If you have never filed online, you can’t get started without an ‘activation code’, sent in the post by HMRC, which takes around seven days (it could be 10) to arrive
Anyone who is self-employed, receives rental or other income on which tax is due, or who makes capital gains over the annual exemption of £11,000 for 2014/15, will need to complete a return. People who receive child benefit and where the higher earner in the couple has income of over £50,000 are also affected. Don’t overlook the cash in hand from a sideline in eBay trading, playing in a band at weekends, or letting your spare room on Airbnb, as all this income is potentially taxable.
As HMRC move to a digital tax system it will become easier.They have just launched the new digital personal tax accounts. At present, the information shown is limited, but HMRC will be adding more services to the accounts over the coming years, which may, in future, reduce the need for annual tax return completion.”
In the meantime, here are 12 important points to remember when filing your tax return with HMRC:
1. Make sure you have all of the relevant documentation: employees and pensioners will need their P60s, employees may need P11Ds for details of any benefits in kind. You’ll also need details of any investment income outside an ISA. The self-employed and landlords will need more extensive records of their revenue and outgoings. If you are self-employed think about cash books, invoices, mileage records, receipts, bank statements, records of all sales and takings, purchases and expenses, and money put in to the business or taken out for personal use.
2. Gather details of any professional subscriptions that you paid in the year, which were not reimbursed by your employer.
3. If you have made pension contributions in the year, check whether you have had the full relief that you are entitled to.
4. Check your charitable donations under the gift aid scheme. Like personal pension contributions, gift aid donations may attract additional relief if you are liable to higher rate tax.
5. If you have outstanding student loans and you are self-employed, you may be required to make repayments via your tax return.
6. Have you got married or separated during the year? Income from jointly owned assets, such as rental profits, can sometimes be treated differently depending on whether the owners are married.
7.You can use provisional figures in your tax return if the final figure is not available, but it is important to provide the final figure as soon as possible. HMRC will charge penalties if the original return is considered to have been filed ‘carelessly’.
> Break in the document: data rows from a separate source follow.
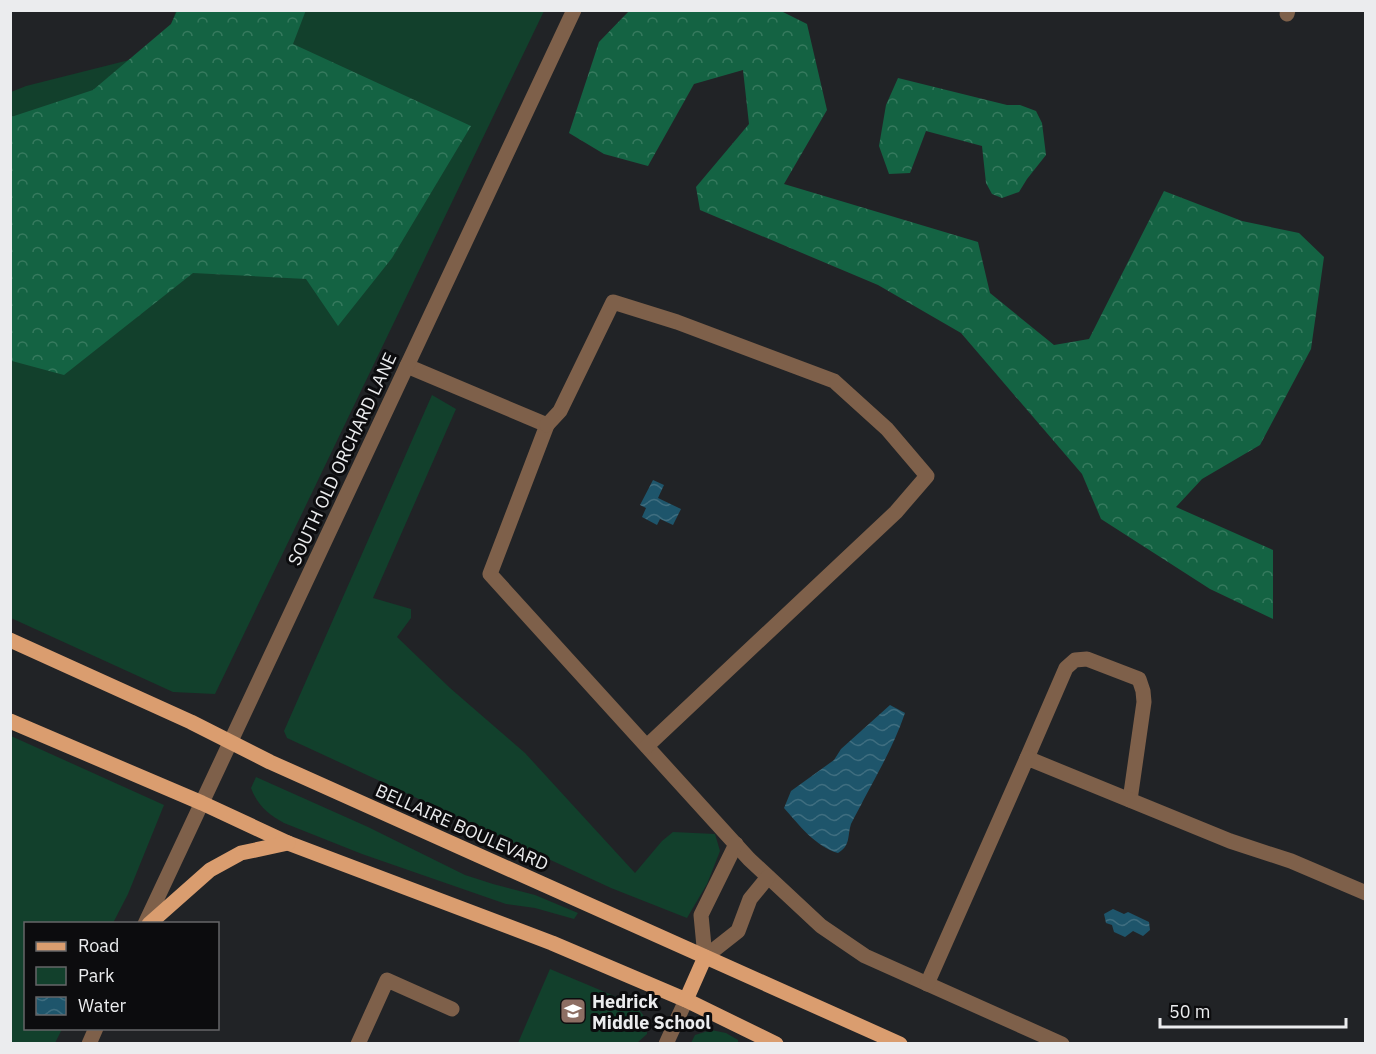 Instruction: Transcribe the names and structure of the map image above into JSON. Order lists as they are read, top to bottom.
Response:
{
  "streets": {
    "main road": ["BELLAIRE BOULEVARD"],
    "street": ["SOUTH OLD ORCHARD LANE"]
  },
  "crossings": [
    ["SOUTH OLD ORCHARD LANE", "BELLAIRE BOULEVARD"]
  ],
  "places": {
    "school or university": ["Hedrick Middle School"]
  },
  "legend": ["Road", "Park", "Water"],
  "scale_bar": "50 m"
} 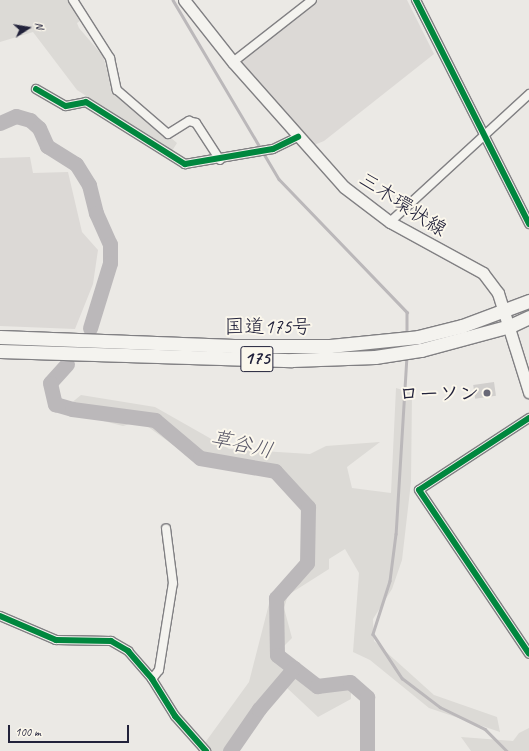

8. Even if you can’t finalise your tax return yet it’s a good idea to check roughly how much tax you are likely to need to pay by 31 January so that you can ensure your finances are in order. Any amounts paid late will attract interest charges – currently 3%. If payment is still outstanding after 30 days, a 5% late payment penalty may be charged.
9. Check and double check all of your details and ensure that you have accounted for everything. HMRC receives a lot of information directly from third parties, so if anything has been omitted, an enquiry may well be opened. Penalties for inaccuracies in tax returns are much harsher if HMRC spot them first, so it’s best to make sure that all bases have been covered.
10. Finally for those who filed 2013/14 returns, remember that the deadline to amend these is 31 January 2016, so if any provisional figures were included, or any mistakes were made, these should be corrected by this date.